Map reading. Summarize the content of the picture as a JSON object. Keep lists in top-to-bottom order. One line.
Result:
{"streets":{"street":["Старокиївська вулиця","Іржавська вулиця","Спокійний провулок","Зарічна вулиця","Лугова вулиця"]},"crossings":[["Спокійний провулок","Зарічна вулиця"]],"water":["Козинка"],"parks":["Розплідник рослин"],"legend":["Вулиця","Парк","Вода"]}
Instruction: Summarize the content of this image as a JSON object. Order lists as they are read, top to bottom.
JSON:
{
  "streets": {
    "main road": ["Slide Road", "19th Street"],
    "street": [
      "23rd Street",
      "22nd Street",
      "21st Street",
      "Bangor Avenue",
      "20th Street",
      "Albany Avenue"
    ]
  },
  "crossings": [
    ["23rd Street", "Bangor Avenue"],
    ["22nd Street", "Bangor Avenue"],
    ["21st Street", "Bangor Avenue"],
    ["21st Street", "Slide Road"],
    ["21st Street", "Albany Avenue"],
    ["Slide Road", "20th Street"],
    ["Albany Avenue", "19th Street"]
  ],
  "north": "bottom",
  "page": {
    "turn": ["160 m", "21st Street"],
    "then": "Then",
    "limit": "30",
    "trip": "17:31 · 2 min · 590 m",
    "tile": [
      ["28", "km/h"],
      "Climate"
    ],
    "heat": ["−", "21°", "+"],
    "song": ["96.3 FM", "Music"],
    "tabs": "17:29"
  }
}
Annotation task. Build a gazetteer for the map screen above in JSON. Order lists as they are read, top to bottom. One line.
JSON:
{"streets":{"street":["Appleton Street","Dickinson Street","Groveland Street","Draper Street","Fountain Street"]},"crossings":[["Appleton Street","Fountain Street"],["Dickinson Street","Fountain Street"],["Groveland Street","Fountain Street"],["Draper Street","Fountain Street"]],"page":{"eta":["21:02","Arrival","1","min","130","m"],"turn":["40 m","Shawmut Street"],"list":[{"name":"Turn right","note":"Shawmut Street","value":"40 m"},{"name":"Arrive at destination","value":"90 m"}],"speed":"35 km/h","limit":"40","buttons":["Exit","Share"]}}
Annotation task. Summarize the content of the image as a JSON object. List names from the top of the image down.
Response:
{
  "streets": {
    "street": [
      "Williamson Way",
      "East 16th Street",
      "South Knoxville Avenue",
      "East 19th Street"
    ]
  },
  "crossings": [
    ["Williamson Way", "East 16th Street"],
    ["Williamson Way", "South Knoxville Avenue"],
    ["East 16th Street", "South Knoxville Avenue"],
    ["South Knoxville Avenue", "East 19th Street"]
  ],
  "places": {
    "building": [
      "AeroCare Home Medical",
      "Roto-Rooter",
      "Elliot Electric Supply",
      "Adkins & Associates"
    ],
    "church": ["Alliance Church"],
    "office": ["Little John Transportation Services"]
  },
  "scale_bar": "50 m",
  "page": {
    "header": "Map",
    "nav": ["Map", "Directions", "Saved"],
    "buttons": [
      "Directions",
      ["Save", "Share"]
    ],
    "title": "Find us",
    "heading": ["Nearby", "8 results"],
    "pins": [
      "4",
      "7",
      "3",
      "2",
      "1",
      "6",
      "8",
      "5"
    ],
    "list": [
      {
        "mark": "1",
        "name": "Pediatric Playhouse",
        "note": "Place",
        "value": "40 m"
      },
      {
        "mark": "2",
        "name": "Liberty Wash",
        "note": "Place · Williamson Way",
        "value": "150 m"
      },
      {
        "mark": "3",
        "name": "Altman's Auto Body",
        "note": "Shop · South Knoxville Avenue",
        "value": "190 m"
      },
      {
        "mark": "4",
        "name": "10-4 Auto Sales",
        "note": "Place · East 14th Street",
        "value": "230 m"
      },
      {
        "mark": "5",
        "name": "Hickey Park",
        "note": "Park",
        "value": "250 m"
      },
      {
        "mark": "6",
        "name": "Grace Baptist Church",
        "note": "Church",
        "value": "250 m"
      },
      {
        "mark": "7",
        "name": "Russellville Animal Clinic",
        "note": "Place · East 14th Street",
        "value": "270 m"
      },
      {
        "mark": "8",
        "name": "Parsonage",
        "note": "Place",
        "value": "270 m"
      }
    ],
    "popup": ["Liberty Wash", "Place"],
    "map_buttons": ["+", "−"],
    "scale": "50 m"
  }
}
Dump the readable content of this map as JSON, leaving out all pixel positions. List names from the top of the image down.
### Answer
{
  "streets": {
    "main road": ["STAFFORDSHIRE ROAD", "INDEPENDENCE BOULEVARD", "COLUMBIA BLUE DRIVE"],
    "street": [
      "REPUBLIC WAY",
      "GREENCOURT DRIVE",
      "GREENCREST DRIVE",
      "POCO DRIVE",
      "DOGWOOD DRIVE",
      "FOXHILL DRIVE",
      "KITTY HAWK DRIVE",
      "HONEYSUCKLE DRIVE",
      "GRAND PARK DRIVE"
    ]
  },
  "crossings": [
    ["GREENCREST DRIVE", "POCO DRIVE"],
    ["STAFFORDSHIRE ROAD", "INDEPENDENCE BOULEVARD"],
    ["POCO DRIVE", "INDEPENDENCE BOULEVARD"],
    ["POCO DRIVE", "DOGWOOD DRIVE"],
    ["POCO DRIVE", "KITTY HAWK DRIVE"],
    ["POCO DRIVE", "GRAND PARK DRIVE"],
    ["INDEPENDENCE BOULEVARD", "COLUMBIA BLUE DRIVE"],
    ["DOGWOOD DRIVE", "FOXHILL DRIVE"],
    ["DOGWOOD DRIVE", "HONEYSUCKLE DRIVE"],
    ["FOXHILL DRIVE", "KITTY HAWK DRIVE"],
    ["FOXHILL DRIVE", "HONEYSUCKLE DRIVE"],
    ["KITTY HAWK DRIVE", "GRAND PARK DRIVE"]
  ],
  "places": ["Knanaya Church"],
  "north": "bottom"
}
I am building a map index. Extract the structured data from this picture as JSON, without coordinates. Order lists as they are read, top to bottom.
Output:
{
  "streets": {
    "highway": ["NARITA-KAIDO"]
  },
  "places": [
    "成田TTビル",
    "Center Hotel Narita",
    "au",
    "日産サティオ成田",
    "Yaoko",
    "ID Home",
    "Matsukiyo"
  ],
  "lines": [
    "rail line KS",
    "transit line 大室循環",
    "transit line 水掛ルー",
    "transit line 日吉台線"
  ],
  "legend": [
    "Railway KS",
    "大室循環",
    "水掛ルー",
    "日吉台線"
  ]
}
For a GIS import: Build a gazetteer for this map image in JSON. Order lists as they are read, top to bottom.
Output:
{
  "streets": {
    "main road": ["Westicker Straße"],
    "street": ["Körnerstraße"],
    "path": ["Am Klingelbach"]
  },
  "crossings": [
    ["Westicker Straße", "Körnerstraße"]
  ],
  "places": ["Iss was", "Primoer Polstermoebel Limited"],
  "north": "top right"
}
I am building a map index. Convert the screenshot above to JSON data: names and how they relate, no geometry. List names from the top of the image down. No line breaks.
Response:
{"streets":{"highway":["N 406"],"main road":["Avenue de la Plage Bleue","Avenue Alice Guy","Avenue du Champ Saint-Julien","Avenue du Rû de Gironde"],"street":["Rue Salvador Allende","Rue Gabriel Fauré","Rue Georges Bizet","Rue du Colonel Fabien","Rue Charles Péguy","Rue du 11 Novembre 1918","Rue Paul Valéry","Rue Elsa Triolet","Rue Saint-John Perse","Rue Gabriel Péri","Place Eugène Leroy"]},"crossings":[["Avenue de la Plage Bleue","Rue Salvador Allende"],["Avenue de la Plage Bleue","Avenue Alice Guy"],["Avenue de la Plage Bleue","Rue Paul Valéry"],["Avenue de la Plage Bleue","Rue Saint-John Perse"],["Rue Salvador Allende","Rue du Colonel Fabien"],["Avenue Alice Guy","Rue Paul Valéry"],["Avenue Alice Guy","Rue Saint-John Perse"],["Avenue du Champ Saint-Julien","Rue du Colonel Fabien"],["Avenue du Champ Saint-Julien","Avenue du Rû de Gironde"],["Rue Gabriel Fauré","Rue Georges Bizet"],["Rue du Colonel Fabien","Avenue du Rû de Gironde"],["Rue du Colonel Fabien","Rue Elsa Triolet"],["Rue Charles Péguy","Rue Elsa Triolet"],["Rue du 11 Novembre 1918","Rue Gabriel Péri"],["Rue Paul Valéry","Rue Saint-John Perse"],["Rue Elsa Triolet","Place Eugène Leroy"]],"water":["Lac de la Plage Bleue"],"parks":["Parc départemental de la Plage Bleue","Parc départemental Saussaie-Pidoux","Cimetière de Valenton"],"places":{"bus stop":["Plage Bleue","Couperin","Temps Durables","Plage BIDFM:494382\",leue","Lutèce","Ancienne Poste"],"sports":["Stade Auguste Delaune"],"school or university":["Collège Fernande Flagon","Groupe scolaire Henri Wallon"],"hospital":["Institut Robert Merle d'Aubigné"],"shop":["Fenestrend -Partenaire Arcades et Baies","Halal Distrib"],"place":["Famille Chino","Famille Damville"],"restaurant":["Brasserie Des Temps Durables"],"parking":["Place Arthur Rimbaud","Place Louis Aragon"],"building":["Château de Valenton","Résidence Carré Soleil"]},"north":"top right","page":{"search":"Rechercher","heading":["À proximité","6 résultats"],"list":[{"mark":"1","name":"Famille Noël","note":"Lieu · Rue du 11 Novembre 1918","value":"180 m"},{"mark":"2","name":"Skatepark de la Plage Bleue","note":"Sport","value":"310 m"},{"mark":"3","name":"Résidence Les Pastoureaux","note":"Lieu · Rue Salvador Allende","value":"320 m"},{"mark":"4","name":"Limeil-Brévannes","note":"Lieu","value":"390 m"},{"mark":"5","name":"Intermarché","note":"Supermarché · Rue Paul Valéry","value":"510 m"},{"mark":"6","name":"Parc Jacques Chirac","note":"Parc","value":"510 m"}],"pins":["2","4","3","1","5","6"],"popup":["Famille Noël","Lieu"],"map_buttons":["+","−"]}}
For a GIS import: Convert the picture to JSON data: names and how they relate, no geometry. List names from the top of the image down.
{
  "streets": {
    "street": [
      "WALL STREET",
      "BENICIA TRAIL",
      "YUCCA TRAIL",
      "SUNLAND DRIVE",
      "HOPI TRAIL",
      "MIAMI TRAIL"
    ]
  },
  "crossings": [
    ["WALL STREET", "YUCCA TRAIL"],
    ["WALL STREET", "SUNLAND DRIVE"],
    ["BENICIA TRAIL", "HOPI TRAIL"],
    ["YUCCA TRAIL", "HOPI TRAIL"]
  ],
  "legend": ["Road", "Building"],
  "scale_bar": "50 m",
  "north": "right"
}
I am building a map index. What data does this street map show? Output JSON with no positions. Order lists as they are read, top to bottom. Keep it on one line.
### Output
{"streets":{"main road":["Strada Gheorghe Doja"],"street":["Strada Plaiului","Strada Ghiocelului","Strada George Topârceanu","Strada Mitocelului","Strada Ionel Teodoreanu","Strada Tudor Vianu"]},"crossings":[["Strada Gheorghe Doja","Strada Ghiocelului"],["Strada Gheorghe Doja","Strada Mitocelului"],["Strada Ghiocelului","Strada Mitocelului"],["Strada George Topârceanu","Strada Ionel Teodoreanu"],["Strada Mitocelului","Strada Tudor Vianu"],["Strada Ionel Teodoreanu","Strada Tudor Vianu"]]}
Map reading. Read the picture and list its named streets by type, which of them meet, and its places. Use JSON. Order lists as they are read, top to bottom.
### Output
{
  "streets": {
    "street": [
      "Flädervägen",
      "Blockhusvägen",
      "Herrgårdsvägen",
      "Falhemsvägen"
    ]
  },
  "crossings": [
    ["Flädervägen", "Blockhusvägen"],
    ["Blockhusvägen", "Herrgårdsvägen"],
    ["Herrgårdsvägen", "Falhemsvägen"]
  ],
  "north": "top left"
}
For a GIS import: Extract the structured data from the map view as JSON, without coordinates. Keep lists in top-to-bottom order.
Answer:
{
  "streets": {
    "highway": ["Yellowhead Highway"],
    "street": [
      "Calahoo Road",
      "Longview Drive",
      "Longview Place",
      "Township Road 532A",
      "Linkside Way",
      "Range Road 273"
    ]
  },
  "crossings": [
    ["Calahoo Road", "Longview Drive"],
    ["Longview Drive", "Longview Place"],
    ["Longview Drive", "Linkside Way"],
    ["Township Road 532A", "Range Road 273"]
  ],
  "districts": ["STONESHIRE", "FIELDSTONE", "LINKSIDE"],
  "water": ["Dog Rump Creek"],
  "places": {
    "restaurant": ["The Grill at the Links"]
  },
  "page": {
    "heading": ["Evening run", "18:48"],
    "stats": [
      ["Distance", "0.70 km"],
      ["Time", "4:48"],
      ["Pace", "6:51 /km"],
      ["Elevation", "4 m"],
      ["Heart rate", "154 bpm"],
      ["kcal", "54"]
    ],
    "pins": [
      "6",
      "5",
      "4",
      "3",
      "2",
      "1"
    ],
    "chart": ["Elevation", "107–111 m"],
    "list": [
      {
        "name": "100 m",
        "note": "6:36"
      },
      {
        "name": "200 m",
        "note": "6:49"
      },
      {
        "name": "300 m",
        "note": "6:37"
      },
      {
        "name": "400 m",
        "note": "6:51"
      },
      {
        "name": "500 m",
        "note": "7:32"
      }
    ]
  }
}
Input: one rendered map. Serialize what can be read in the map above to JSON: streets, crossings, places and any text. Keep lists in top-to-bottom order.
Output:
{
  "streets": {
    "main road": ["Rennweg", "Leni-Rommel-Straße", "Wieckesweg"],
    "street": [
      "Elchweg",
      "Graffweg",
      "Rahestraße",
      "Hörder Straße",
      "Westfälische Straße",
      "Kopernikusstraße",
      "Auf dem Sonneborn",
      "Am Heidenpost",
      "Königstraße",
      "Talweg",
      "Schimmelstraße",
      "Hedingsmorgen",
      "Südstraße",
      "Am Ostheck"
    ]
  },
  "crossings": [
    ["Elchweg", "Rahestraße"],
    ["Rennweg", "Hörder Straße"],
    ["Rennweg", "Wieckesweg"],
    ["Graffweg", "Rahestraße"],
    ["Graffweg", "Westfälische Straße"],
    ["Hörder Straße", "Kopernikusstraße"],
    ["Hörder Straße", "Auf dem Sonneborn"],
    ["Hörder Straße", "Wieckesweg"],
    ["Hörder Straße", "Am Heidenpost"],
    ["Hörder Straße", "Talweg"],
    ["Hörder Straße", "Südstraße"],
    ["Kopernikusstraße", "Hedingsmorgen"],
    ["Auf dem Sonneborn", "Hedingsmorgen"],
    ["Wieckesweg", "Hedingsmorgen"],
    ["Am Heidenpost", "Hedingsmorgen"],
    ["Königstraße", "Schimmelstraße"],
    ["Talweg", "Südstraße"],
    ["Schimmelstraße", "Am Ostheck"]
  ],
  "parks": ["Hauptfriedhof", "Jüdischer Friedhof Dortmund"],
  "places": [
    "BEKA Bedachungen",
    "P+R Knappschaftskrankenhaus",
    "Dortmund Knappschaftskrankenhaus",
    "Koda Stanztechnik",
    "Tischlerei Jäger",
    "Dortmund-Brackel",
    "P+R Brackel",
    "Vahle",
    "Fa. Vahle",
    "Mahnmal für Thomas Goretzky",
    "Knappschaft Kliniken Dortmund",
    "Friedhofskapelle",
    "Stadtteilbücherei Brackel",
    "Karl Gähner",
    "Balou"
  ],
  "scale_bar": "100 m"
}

++++++

### What to produce
I would like the number of lines in the material above that contain the string "Blockhusvägen", with no other words in the reply.

### Response box
3